§ **TASK OBJECTIVE**
Wherever a line in the records contains the word "setLineDash", return that line.
--- START ---
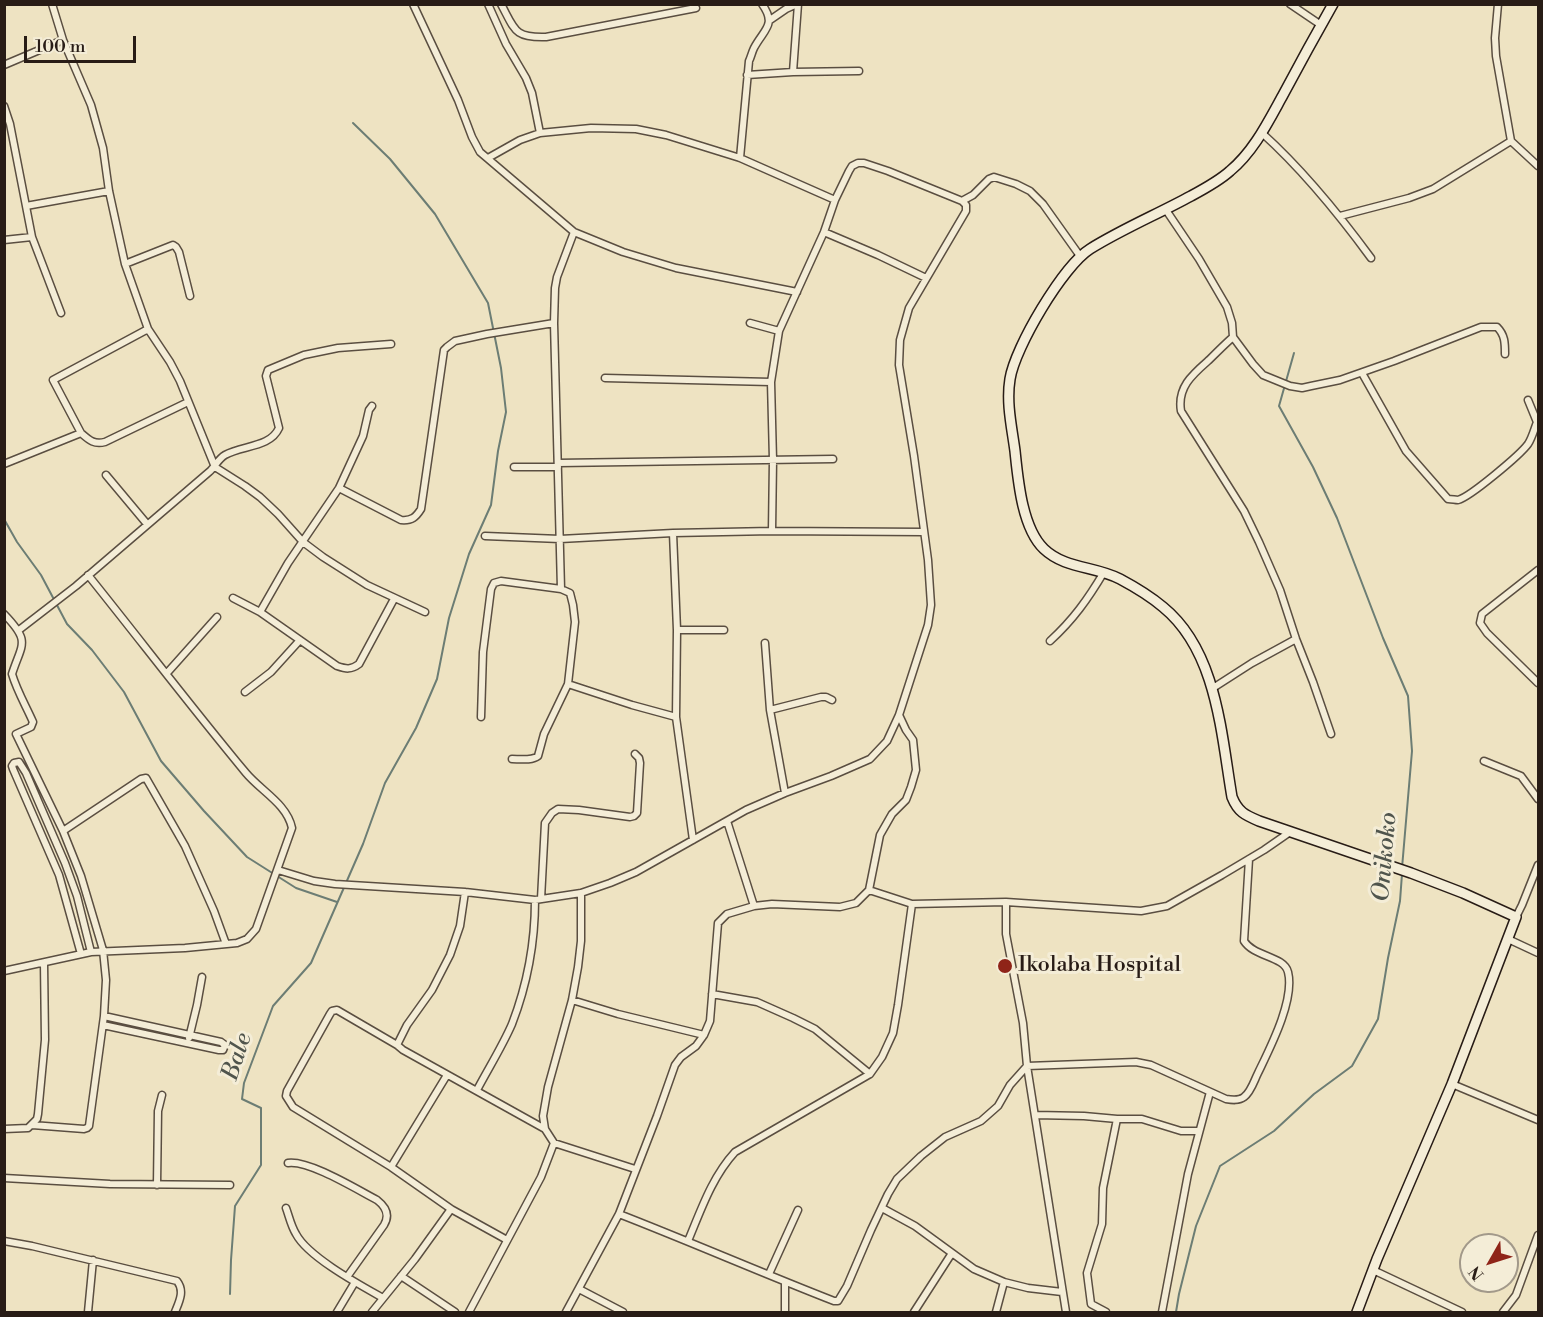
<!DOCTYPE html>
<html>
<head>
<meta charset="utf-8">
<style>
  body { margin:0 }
  #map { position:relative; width:1543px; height:1317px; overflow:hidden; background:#eee3c2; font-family:"Libre Bodoni",serif }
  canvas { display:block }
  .frame { position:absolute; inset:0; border:6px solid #281c16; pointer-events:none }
  .north { position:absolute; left:1459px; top:1233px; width:60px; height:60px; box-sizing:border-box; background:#f4edd7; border:2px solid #a2998a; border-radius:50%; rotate:231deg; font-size:16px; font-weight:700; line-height:24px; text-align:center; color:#281c16 }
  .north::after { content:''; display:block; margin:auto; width:21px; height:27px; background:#8f2418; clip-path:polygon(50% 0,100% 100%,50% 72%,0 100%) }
  .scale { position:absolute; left:24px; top:36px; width:112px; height:27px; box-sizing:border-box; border:3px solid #281c16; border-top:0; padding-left:8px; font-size:18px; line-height:21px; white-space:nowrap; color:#281c16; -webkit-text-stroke:4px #f4edd7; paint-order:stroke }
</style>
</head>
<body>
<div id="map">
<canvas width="1543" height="1317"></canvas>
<div class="frame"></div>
<div class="north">N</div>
<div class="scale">100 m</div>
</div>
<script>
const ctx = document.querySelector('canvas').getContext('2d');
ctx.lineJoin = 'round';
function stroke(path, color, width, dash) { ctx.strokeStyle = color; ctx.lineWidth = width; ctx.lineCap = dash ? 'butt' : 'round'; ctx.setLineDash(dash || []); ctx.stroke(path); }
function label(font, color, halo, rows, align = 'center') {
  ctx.font = font + ' "Libre Bodoni",serif'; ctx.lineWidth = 6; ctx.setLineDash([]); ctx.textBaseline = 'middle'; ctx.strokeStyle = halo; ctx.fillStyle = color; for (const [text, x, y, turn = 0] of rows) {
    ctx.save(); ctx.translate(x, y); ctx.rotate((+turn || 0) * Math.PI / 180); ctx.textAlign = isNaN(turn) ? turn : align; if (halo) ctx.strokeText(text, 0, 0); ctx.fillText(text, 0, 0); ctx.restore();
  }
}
const stream = new Path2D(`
  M 1294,353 L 1279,406 L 1313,467 L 1337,518 L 1383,638 L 1408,696 L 1412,751 L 1402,868
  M 4,519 L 17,542 L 41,575 L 67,624 L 92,650 L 124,692 L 161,761 L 204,811 L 247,857 L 296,888 L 337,902
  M 230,1294 L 231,1260 L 235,1206 L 261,1165 L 261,1108 L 242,1099 L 244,1083 L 273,1006 L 311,963 L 363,844 L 385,783 L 416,728 L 437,679 L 449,618 L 469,554 L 491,505 L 498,451 L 506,412 L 501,368 L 488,303 L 435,214 L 390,159 L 353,123
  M 1176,1312 L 1179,1294 L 1196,1226 L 1220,1166 L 1274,1131 L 1314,1094 L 1352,1066 L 1378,1019 L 1388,958 L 1400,901 L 1402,874`);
const street = new Path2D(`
  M 52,4 L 63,40 L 91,105 L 103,148 L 109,191 L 125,264 L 148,329 L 170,362 L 180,381 L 215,467 L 245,486 L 260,497 L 278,514 L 303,542 L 323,557 L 367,585 L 425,612
  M 413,4 L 458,100 L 472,137 L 480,152 L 574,232 L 623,252 L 676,268 L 797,292
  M 488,4 L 506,44 L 526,78 L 532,93 L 540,133
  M 501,4 C 515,30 514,38 546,37 L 696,8
  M 1290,4 L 1321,25
  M 1498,4 L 1495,38 L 1496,56 L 1511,141 L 1538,166
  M 770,20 L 786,9 L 797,4
  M 4,65 L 63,40
  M 793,72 L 798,4
  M 747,75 L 793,72 L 859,71
  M 4,106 L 10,124 L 32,237 L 61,313
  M 1262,133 C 1303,170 1338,213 1371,258
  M 488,158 L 520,140 L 540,133 L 591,128 L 636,129 L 666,135 L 740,158 L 835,200
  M 740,158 L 749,61 C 751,57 752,52 754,48 C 764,29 777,25 762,4
  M 962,201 L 973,195 L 989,179 L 994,177 L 1016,184 L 1030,191 L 1043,204 L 1080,256
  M 26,206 L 109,191
  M 1166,210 L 1199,259 L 1227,307 L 1232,323 L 1233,337 L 1253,364 L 1263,375 L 1290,386 L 1302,388 L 1311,386 L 1340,380 L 1394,361 L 1481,327 L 1497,327 C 1505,335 1505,343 1505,354
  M 1340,216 L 1409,198 L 1433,189 L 1511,141
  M 824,232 L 878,255 L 926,278
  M 4,240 L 32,237
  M 125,264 L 173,245 L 176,247 L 179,252 L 190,296
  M 750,323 L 779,331
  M 1233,337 C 1225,344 1217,352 1209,360 C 1193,374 1177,387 1181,411 L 1244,511 L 1259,542 L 1280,590 L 1296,639 L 1313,682 L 1331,734
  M 1362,373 L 1406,451 L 1448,499 C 1452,499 1455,500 1458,500 C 1470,497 1520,455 1528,444 C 1532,438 1534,430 1537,422 L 1528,400
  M 605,378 L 771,382
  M 372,406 L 369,410 L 363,436 L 339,488 L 288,563 L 260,612 L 337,666 C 346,669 351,670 359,664 L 394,599
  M 81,433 L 53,380 L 148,329
  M 558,463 L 833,459
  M 4,464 L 81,433 C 89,440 94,445 105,442 L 188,402
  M 514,467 L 558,467
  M 106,475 L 147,524
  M 339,488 L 401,520 C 412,521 416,517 421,509 L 444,350 L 447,347 L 455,341 L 487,334 L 554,323
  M 673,533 L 677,630 L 676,717 L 693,840
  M 485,536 L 560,539 L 673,533 L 772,531 L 924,532
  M 1538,570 L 1482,614 L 1480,623 L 1487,633 L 1538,683
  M 233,598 L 260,612
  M 4,614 C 31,642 22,643 12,674 C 17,691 26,706 33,722 L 31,727 L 16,734 L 63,831 L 81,876 L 103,950 L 106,980 L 104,1016 L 89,1126 L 87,1128 L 84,1129 L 32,1125
  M 19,630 L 76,586 L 209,472 C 215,467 218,459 225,455 C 242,445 270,448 279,428 L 266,376 L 268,370 L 304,355 L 338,348 L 391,344
  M 677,630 L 724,630
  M 1050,641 C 1073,620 1088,599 1104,572
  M 765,643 L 770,710 L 785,793
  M 167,673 L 217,617
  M 568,684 L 632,705 L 676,717
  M 1213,688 L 1252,663 L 1296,639
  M 245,692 L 271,672 L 300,640
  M 770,710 L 821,697 L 826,697 L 832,700
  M 481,717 L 483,652 L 491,589 L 494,583 L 501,581 L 561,589
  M 512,759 C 519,759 532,761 538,756 L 544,734 L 568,684 L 575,622 L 573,605 L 570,593 L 561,589 L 554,323 L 555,288 L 557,277 L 574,232
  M 1484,761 L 1521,776 L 1538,799
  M 727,821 L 754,906
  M 63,831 L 141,779 L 146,778 L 185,846 L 214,911 L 226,944
  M 278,870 L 314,881 L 335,884 L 465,892 L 535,900 L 581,893 L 610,883 L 636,872 L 746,810 L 785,793 L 831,776 L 870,759 L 887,741 L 899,715
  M 869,890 L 912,904 L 1006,902 L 1141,911 L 1167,906 L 1222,875 L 1264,850 L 1290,832
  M 541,899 L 545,823 L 552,813 L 558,809 L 579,810 L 630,817 L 634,816 L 637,813 L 640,763 L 639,758 L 635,754
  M 1006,902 L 1006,934 L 1023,1023 L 1027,1066 L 1066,1312
  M 1516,917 L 1522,905 L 1538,865
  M 1508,939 L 1538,953
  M 81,954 L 59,875 L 13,769 L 12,766 L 14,763 L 19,762 L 26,773 L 65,863 L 77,896 L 91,952
  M 4,971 L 91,952 L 185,948 L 237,943 L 247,939 L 256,929 L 292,828 C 287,804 261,791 246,773 C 192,708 141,641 88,575
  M 712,994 L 757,1002 L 793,1018 L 815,1029 L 870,1074
  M 572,1000 L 618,1014 L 704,1035
  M 103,1025 L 219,1050 L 223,1050 L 225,1045 L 221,1042 L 104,1016
  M 189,1038 L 197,1005 L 202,977
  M 397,1045 L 407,1025 L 432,990 L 450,955 L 460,926 L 465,892
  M 1452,1084 L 1538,1120
  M 477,1090 C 488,1069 502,1047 512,1024 C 527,985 535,942 535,900
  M 1035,1115 L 1084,1116 L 1117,1119
  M 4,1129 L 28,1128 L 37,1119 L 38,1114 L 45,1040 L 44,963
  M 554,1143 L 635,1169
  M 288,1163 C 309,1160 356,1189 377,1200 C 386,1207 390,1215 384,1225 L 347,1277
  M 391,1167 L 447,1075
  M 4,1178 L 110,1184 L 230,1185
  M 157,1185 L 158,1111 L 162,1095
  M 286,1208 C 289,1216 291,1226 296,1234 C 308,1257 360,1285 383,1298
  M 882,1208 L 915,1226 L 974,1269 L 1004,1282 L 1028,1288 L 1062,1292
  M 619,1214 C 691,1242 762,1273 834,1301 L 838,1301 L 847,1286 L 871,1230 L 888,1194 L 897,1179 L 921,1156 L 945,1137 L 981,1121 L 998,1106 L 1010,1085 L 1027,1066 L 1136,1062 L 1151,1065 L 1226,1099 C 1232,1100 1239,1101 1244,1097 C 1251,1092 1254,1081 1258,1073 C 1270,1048 1295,1000 1288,972 C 1284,956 1254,957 1244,941 L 1249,859
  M 507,1240 L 451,1209 L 391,1167 L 293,1107 L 286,1096 L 287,1091 L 330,1014 L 332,1011 L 337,1010 L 397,1045 L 403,1050 L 545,1129
  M 4,1241 L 32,1246 L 177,1281 C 185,1291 179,1302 175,1312
  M 688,1241 C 701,1210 712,1177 735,1152 L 870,1074 L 882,1057 L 893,1033 L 898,1005 L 912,904
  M 1373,1270 L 1462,1312
  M 769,1274 L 798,1210
  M 401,1276 L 455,1312
  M 579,1289 L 623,1312
  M 88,1312 L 93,1260
  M 337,1312 L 355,1282
  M 372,1312 L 415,1259 L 451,1209
  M 469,1312 L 541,1177 L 554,1143 L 545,1129 L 543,1116 L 548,1087 L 572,1000 L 578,967 L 581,941 L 581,893
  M 566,1312 L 619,1214 L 657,1116 L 675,1065 L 681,1057 L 696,1046 L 704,1035 L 710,1021 L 718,923 L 727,914 L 754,906 L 772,904 L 840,907 L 856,903 L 869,890 L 880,835 L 892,814 L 906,800 L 911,787 L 916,770 L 913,740 L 906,730 L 899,715 L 928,625 L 931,605 L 928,560 L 914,456 L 899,365 L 900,340 L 909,308 L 966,211 L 966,205 L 962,201 L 888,171 L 864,163 L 858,163 L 852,166 L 849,171 L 835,200 L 824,232 L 779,331 L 771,382 L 773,460 L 772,531
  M 785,1312 L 785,1282
  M 914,1312 L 952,1253
  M 996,1312 L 1004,1282
  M 1106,1312 L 1091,1304 L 1087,1273 L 1102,1224 L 1103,1188 L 1117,1119 L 1142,1119 L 1181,1131 L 1199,1131
  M 1162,1312 L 1188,1174 L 1210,1092
  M 1503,1312 L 1516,1295 L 1538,1235`);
const secondary = new Path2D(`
  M 1333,4 C 1316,34 1299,65 1283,95 C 1268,122 1254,151 1230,171 C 1219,181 1204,189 1191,196 C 1158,214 1122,229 1090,249 C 1063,266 1015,347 1010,379 C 1006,403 1012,428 1015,451 C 1018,480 1022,528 1044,549 C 1065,569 1095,566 1120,579 C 1135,587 1150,596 1163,607 C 1217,651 1221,733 1232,797 C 1238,812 1245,815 1259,821 L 1411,873 L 1463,893 L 1516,917 L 1452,1084 L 1377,1259 L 1357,1312`);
const markers = [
  [1005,966,8,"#8f2418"]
];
const poiNames = [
  ["Ikolaba Hospital",1018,966]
];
const waterNames = [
  ["Onikoko",1386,857,-85],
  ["Bale",238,1057,-72]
];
stroke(stream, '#6c7d74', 2);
stroke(street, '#5a4e41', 9);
stroke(secondary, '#281c16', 12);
stroke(street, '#f4edd7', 6);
stroke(secondary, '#f4edd7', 9);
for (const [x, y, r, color] of markers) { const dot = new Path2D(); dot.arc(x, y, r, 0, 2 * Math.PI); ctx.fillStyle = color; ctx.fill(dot); stroke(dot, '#f4edd7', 2); }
label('22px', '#281c16', '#f4edd7', poiNames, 'left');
label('italic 24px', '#50554d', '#f4edd7', waterNames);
</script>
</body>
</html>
--- END ---
§ **ANSWER FOR THE TASK**
function stroke(path, color, width, dash) { ctx.strokeStyle = color; ctx.lineWidth = width; ctx.lineCap = dash ? 'butt' : 'round'; ctx.setLineDash(dash || []); ctx.stroke(path); }
  ctx.font = font + ' "Libre Bodoni",serif'; ctx.lineWidth = 6; ctx.setLineDash([]); ctx.textBaseline = 'middle'; ctx.strokeStyle = halo; ctx.fillStyle = color; for (const [text, x, y, turn = 0] of rows) {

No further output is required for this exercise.